Matteo Salvalaglio,Edgar Olehnovics,Michael Shirts,Yifei Michelle Liu,Nada Mehio,Ahmad Sheikh
DOI: https://doi.org/10.26434/chemrxiv-2024-1lm95
2024-10-23
Abstract:Finite-temperature lattice free energy differences between polymorphs of molecular crystals are fundamental to understanding and predicting the relative stability relationships underpinning polymorphism, yet are computationally expensive to obtain. Here, we implement and critically assess machine-learning-enabled targeted free energy calculations derived from flow-based generative models to compute the free energy difference between two ice crystal polymorphs (Ice XI and Ic), modelled with a fully flexible empirical classical force field. We demonstrate that even when remapping through an analytical reference distribution, such methods enable a cost-effective and accurate calculation of free energy differences between disconnected metastable ensembles when trained on locally ergodic data sampled exclusively from the ensembles of interest.
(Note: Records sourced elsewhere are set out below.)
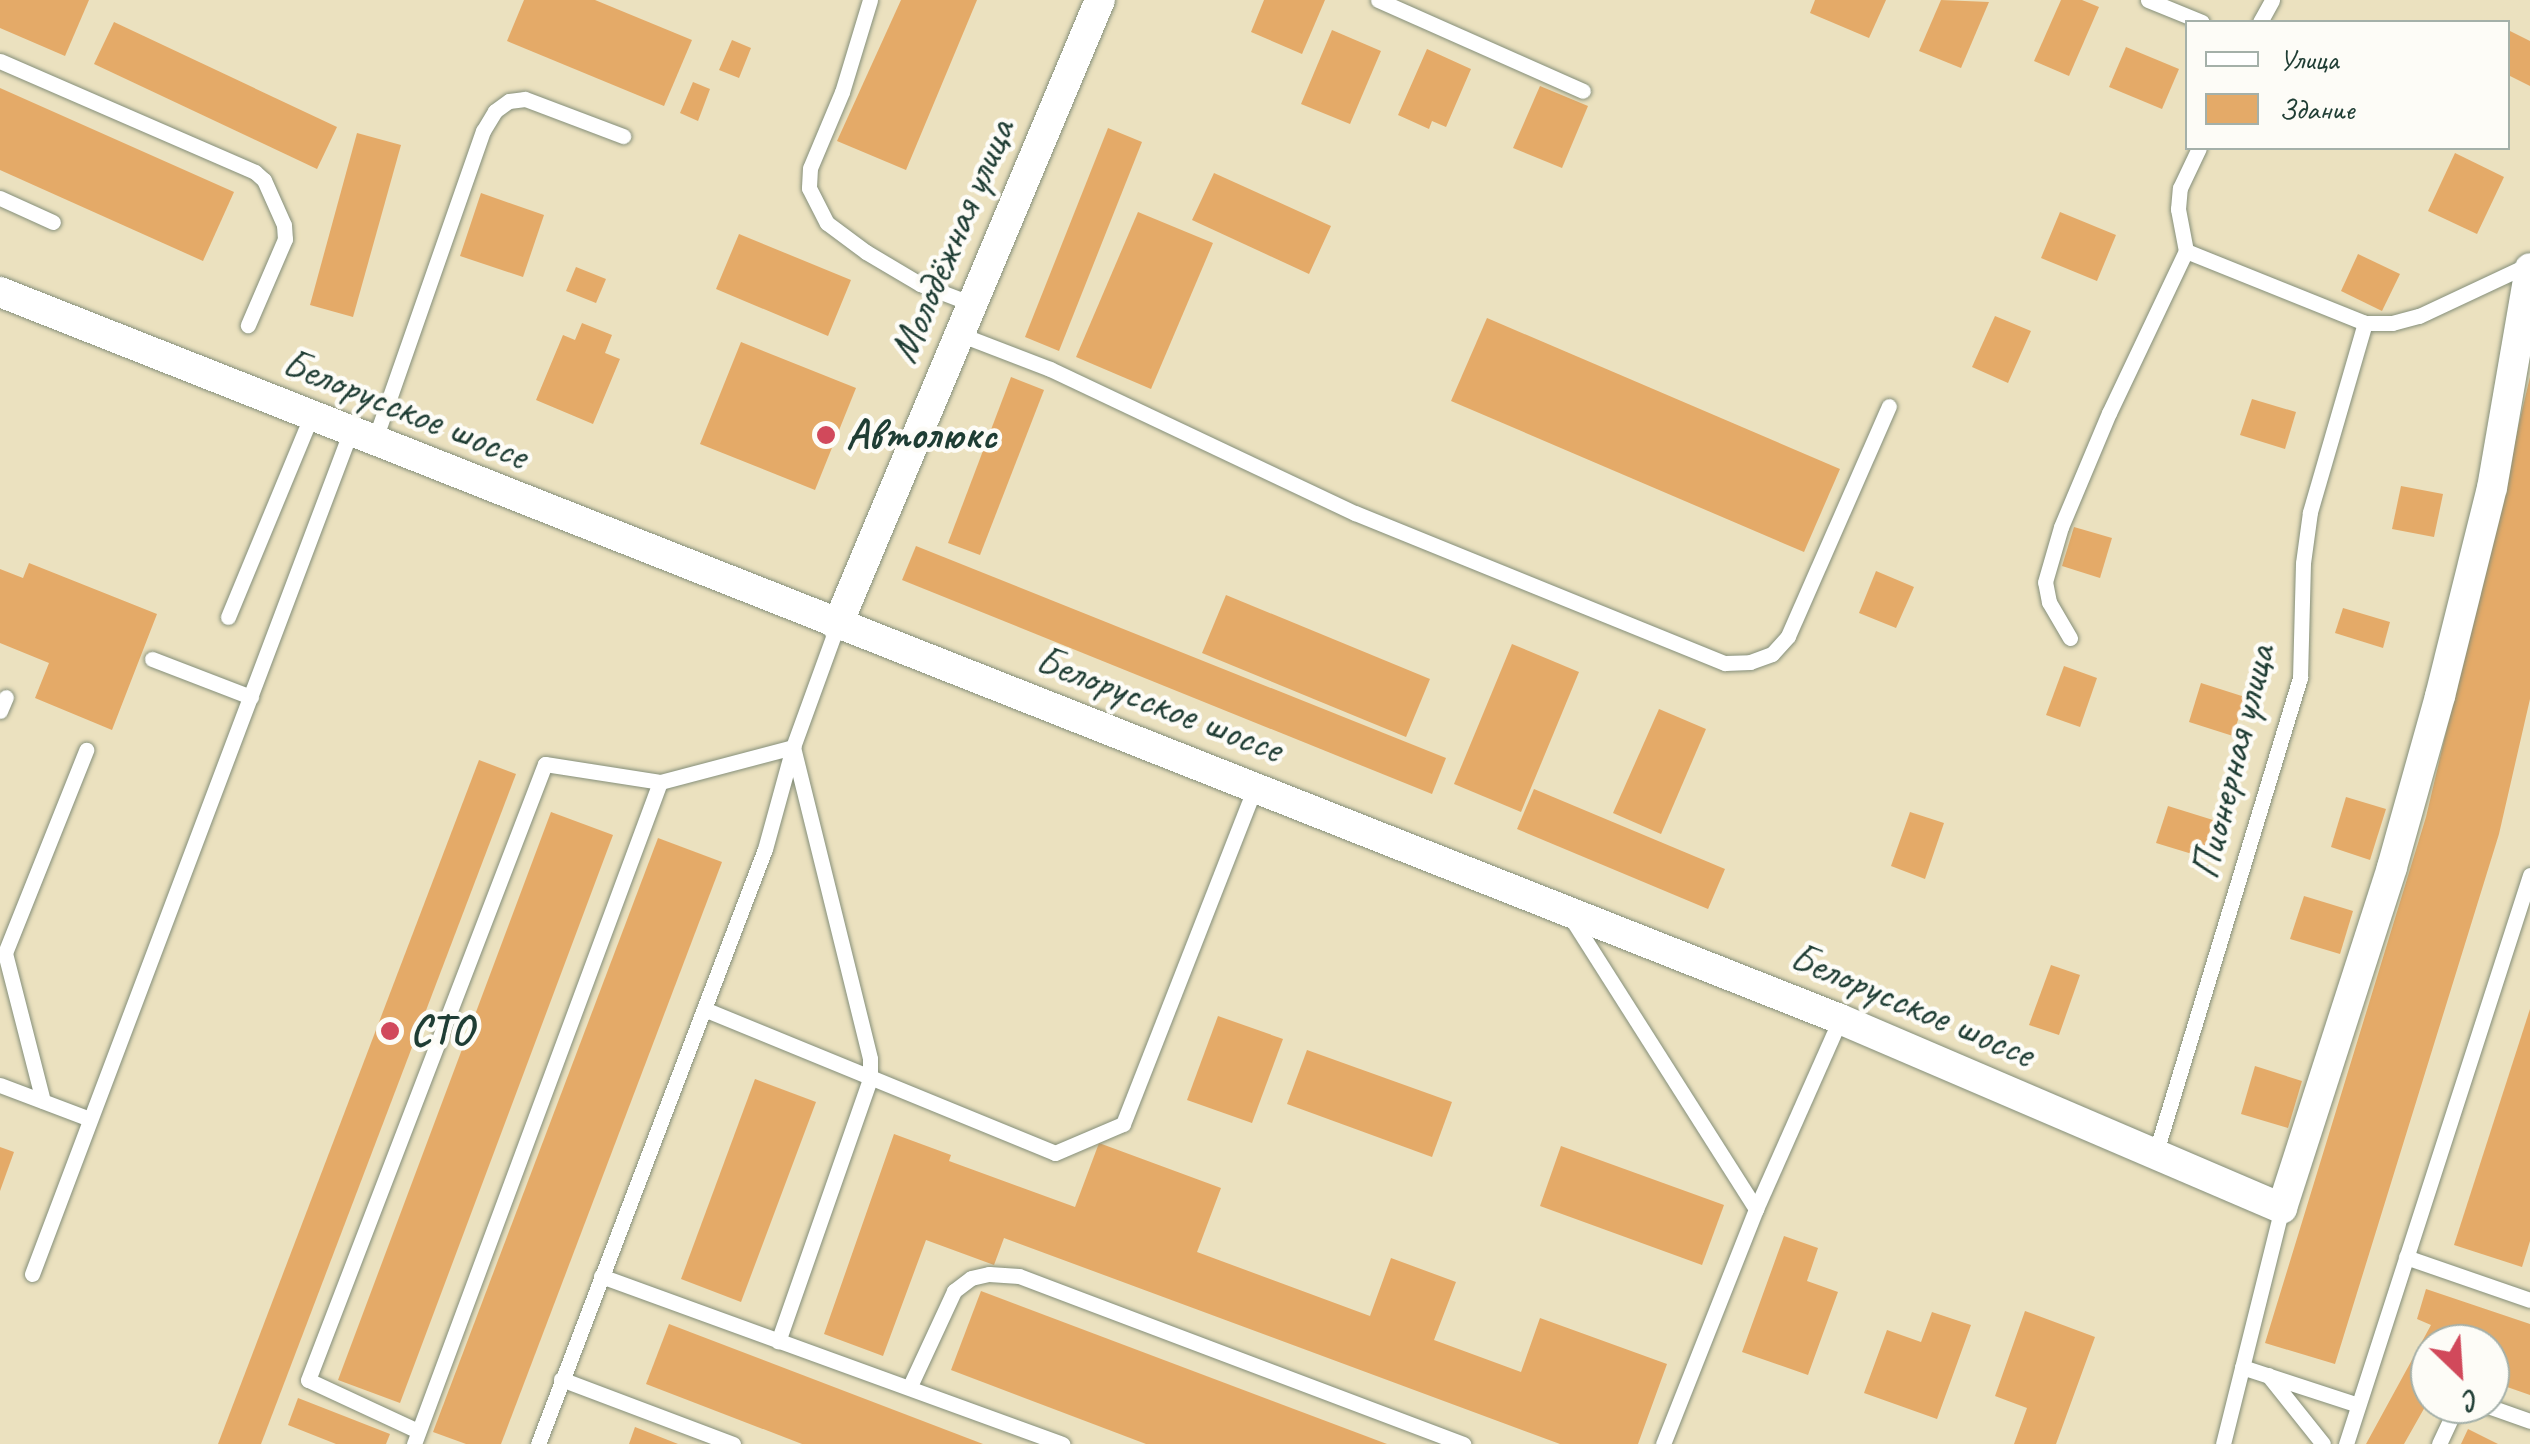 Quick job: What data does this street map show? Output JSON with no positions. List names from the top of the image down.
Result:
{
  "streets": {
    "street": ["Молодёжная улица", "Белорусское шоссе"],
    "lane": ["Пионерная улица"]
  },
  "crossings": [
    ["Молодёжная улица", "Белорусское шоссе"],
    ["Белорусское шоссе", "Пионерная улица"]
  ],
  "places": ["Автолюкс", "СТО"],
  "legend": ["Улица", "Здание"],
  "north": "bottom right"
}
Unlike classical free energy perturbation methods, such as the Einstein crystal method, the targeted approach analysed in this work requires no additional sampling of intermediate perturbed Hamiltonians, offering significant computational savings in the system sizes compared in this work. To systematically assess the accuracy of the method, we monitored the convergence of free energy estimates during training by implementing an overfitting-aware weighted averaging strategy. By comparing our results with ground-truth free energy differences computed with the Einstein crystal method, we assess the accuracy and efficiency of two different model architectures, employing two different representations of the supercells degrees of freedom (Cartesian vs. quaternion-based). We conduct our assessment by comparing free energy differences between crystal supercells of different sizes and temperatures and assessing the accuracy in extrapolating lattice free energies to the thermodynamic limit. While at low temperatures and in small system sizes, the models perform with similar accuracy, we note that for larger systems and high temperatures, the choice of representation is key to obtaining generalisable results of quality comparable to that obtained from the Einstein crystal method. We hope the current work to be a useful stepping stone towards efficient free energy calculations in larger, more conformationally flexible systems.
Chemistry
What problem does this paper attempt to address?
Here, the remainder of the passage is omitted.